Le mauvais état est général. © Samuel Martin
Le mauvais état est général. © Samuel Martin
Les millions récoltés pour la sauvegarde de Notre-Dame de Paris n'ont pas ruisselé. L'État abandonne les édifices religieux français. On estime à 5.000 le nombre d'églises en ruine, aujourd'hui, dans la France, fille aînée de l'Église. Le désastre est si grand qu'une fondation pour « La Sauvegarde de l’art français » lance une collecte nationale. Objectif : réparer le petit patrimoine religieux. Pourtant, la France révolutionnaire avait promis d'entretenir les édifices religieux. C'était le 10 octobre 1789.

À l’automne 1789, alors que la France croule sous une dette publique évaluée à plus de quatre milliards de livres, l’Assemblée constituante voit apparaître une proposition qui va bouleverser en profondeur le paysage religieux et patrimonial de la France : la nationalisation des biens du clergé.  Cette mesure, avant tout motivée par la nécessité de renflouer les finances publiques, s’accompagne de promesses solennelles : les richesses confisquées serviront « aux frais du culte, à l'entretien de ses ministres et au soulagement des pauvres ».
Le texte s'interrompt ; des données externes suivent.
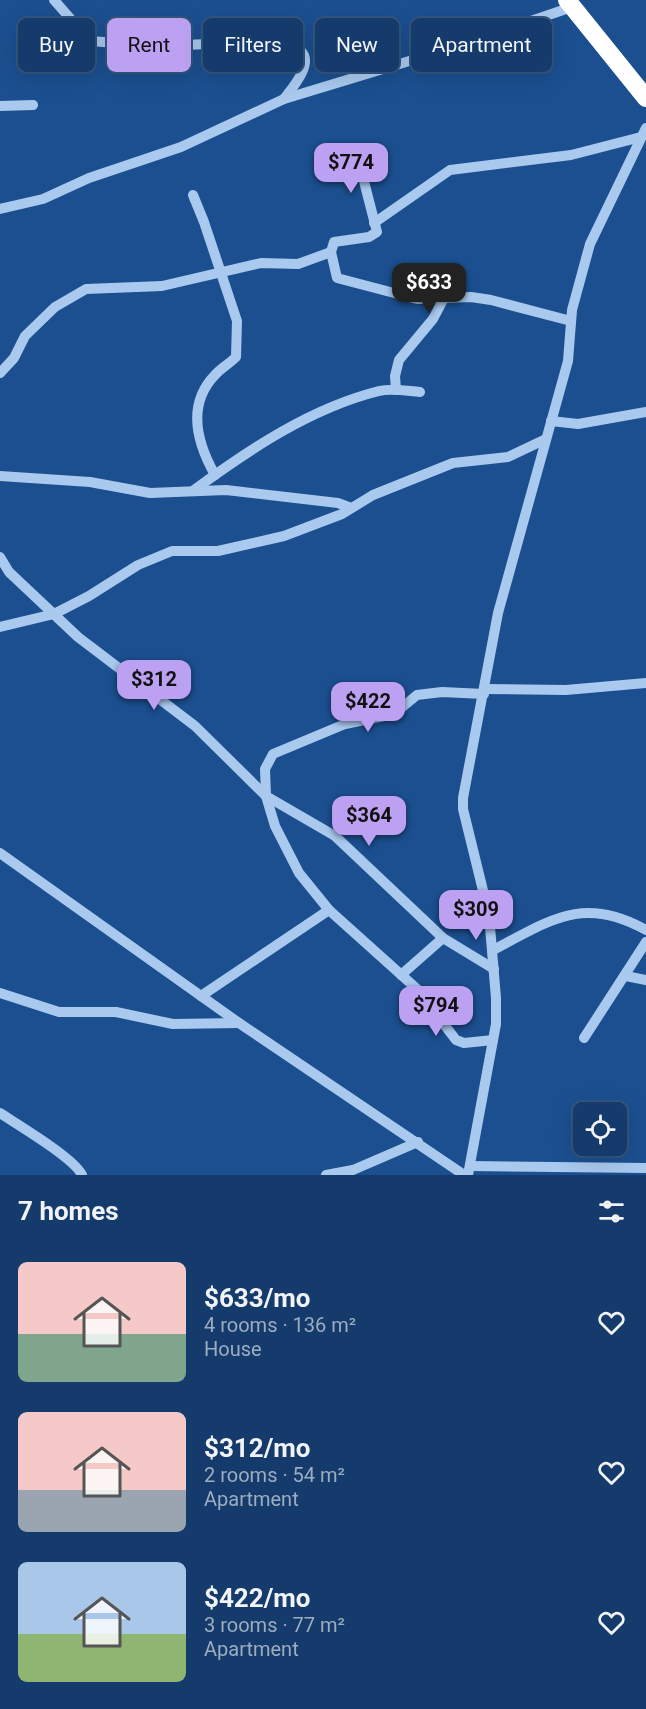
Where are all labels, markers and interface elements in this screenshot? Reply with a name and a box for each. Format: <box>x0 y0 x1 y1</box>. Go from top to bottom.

La proposition de Talleyrand

Le 10 octobre 1789, le célèbre évêque d’Autun et député Charles-Maurice de Talleyrand-Périgord présente à l’Assemblée constituante une motion audacieuse. Il y expose que les biens ecclésiastiques doivent être remis à la nation afin de répondre aux besoins urgents de l’État, alors en quasi-banqueroute. Talleyrand développe alors une justification à la fois philosophique et juridique : selon lui, le clergé n’est pas propriétaire au sens civil, car les biens qu’il détient lui ont été confiés pour le service religieux et non pour l’enrichissement particulier. Il affirme ainsi que « la nation, principalement dans une détresse générale, peut, sans injustice, disposer des biens des différentes communautés religieuses ». L’État, garant de l’intérêt général, peut donc réaffecter ces biens pour répondre aux besoins publics, tout en assurant reprendre les charges du clergé comme l’éducation et le service auprès des plus pauvres. Talleyrand, encore membre du clergé, cherche néanmoins à rassurer les siens en évoquant l’installation de compensations comme le versement, aux ministres du culte, de rentes convenables et en proposant d’assurer l’entretien des biens de l’Église à l’aide du revenu et des ventes de ses anciens domaines.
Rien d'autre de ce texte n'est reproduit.